++++ Supplied records

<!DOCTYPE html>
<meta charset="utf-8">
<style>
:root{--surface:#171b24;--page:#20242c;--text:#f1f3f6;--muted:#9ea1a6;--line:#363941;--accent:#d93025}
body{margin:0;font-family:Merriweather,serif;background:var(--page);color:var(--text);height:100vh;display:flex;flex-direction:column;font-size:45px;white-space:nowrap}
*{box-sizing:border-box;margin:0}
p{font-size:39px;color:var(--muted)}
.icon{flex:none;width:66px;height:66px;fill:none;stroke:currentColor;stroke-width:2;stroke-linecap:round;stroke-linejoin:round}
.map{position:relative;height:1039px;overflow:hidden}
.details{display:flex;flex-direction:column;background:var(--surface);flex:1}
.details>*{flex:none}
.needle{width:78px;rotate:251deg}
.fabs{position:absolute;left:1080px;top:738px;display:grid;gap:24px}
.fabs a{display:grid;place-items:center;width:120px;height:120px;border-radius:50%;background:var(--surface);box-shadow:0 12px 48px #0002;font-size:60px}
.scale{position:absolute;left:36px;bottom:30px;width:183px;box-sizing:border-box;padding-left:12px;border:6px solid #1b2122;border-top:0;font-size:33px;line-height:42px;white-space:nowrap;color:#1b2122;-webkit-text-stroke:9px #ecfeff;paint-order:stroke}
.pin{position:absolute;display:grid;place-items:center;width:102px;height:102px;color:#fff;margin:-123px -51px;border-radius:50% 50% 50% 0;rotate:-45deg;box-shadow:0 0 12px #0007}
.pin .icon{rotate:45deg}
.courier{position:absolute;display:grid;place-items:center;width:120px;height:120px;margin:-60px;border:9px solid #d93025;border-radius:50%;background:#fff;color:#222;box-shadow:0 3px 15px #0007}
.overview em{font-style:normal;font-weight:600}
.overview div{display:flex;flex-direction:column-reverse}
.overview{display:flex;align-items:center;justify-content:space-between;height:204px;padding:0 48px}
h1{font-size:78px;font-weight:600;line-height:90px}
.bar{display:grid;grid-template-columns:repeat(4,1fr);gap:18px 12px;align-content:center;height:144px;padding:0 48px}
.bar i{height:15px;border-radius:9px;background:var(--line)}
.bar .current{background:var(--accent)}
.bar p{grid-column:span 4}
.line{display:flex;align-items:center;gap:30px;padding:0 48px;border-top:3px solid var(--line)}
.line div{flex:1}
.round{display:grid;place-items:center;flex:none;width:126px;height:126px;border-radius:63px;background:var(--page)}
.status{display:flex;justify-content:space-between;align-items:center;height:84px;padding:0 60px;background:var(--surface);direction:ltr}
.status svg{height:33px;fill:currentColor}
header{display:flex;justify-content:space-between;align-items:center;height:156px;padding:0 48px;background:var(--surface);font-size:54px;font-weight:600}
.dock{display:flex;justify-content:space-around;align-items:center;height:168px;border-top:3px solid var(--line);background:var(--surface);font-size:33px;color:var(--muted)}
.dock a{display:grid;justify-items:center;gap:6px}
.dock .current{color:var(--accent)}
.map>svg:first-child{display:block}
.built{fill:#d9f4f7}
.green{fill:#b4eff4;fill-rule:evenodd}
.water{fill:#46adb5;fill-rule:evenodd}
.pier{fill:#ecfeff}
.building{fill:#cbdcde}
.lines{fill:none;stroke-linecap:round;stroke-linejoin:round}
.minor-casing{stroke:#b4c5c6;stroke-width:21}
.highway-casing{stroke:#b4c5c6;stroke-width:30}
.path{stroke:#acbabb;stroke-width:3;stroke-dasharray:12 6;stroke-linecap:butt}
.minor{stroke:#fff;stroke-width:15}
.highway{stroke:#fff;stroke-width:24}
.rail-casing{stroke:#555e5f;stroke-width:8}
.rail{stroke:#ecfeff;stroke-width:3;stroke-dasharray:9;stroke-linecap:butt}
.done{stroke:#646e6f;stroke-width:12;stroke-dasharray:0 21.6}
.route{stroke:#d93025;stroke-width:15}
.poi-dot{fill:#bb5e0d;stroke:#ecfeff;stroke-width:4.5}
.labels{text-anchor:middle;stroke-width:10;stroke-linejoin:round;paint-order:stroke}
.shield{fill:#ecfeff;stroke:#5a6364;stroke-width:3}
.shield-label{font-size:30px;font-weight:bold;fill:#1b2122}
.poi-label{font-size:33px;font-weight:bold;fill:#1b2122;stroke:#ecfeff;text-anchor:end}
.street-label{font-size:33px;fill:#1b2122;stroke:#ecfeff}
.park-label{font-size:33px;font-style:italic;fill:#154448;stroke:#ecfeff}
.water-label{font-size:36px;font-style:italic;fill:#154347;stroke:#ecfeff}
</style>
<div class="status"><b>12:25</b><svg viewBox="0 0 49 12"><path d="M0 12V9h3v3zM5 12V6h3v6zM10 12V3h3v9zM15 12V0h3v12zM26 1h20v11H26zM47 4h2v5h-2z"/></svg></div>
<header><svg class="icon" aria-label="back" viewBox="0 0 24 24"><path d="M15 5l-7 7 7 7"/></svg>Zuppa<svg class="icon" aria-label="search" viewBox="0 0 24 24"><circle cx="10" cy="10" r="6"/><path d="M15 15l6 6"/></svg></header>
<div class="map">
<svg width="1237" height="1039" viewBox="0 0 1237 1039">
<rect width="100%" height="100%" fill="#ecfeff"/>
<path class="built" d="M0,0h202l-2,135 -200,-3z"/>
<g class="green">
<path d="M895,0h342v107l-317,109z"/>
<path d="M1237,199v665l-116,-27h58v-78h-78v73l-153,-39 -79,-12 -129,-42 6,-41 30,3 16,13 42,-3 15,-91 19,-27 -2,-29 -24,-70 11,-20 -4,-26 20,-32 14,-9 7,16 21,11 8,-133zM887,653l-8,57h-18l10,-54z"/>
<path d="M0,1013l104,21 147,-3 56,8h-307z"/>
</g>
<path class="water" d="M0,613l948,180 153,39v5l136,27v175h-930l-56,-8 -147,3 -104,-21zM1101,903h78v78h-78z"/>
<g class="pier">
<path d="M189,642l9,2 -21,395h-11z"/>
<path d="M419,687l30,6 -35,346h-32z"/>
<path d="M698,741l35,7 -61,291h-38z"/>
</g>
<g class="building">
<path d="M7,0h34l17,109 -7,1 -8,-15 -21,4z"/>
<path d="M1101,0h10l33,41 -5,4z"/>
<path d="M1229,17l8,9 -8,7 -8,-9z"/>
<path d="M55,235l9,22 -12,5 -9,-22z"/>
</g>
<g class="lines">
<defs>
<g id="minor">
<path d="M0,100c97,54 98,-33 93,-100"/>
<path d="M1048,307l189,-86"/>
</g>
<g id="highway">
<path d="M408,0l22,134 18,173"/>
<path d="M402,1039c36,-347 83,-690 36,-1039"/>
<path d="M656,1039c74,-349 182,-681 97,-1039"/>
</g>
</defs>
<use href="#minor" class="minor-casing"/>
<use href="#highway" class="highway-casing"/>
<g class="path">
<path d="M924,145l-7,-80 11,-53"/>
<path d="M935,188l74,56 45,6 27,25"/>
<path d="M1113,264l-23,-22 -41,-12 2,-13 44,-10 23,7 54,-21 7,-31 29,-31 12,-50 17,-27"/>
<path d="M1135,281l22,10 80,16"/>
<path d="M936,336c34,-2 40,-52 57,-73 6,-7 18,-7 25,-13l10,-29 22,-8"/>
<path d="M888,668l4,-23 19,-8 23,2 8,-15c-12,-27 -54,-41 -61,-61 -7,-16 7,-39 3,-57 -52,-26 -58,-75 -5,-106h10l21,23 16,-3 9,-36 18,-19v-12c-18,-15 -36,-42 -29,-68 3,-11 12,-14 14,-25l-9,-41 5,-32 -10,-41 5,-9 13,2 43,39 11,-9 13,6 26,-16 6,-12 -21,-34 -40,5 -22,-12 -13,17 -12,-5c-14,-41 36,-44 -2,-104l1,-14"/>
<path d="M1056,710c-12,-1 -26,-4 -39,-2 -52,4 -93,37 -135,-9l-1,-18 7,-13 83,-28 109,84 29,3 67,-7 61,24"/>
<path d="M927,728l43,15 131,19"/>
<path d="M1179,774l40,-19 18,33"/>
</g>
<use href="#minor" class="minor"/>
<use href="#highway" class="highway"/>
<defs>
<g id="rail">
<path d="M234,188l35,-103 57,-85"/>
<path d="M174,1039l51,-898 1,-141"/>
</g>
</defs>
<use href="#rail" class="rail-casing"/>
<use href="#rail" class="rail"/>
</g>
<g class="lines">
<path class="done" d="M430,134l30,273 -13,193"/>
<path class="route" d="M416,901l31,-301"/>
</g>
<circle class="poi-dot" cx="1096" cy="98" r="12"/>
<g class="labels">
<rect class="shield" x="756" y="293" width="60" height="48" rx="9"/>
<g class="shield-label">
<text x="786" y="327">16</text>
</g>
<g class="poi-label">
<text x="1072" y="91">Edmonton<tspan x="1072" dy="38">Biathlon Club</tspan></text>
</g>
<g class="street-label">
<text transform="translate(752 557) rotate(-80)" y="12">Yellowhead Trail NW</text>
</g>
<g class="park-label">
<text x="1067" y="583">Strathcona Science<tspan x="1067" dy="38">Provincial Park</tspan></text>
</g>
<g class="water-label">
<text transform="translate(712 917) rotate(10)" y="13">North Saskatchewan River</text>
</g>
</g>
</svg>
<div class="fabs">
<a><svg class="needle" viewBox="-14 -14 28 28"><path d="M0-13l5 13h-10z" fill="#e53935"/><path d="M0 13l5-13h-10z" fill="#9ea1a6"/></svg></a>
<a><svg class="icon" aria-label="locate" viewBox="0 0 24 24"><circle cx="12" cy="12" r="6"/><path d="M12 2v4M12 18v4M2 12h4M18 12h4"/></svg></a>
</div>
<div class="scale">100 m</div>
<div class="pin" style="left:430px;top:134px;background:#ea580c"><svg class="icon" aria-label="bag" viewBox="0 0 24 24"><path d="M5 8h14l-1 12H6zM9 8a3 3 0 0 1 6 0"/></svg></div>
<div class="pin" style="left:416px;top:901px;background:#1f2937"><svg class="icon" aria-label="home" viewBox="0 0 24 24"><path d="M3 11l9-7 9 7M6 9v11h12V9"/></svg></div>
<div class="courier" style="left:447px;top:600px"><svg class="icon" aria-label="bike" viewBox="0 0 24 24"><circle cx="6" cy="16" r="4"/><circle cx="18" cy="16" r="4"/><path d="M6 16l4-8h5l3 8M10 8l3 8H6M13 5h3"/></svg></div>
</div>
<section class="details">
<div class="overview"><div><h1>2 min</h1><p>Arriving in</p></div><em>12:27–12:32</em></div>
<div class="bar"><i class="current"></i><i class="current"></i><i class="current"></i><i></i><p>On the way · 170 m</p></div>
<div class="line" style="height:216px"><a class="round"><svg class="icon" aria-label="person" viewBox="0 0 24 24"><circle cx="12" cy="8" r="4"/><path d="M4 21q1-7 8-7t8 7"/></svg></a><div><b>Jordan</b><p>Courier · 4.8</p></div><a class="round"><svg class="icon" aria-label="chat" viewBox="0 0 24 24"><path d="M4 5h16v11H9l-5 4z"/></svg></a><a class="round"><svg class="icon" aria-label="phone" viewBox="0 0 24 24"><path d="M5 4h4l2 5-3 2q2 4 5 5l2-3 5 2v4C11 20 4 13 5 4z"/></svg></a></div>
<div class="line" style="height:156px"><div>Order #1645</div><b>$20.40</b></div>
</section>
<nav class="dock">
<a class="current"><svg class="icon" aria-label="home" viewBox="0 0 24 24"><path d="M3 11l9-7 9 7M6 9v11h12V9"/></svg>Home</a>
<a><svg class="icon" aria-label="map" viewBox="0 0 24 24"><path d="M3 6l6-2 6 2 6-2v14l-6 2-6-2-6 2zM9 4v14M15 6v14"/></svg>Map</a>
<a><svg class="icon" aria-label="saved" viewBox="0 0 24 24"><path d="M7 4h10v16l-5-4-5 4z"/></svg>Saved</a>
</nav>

++++++++

Requirement - Reproduce every line in the records above that contains the word "sizing".

Your response -
*{box-sizing:border-box;margin:0}
.scale{position:absolute;left:36px;bottom:30px;width:183px;box-sizing:border-box;padding-left:12px;border:6px solid #1b2122;border-top:0;font-size:33px;line-height:42px;white-space:nowrap;color:#1b2122;-webkit-text-stroke:9px #ecfeff;paint-order:stroke}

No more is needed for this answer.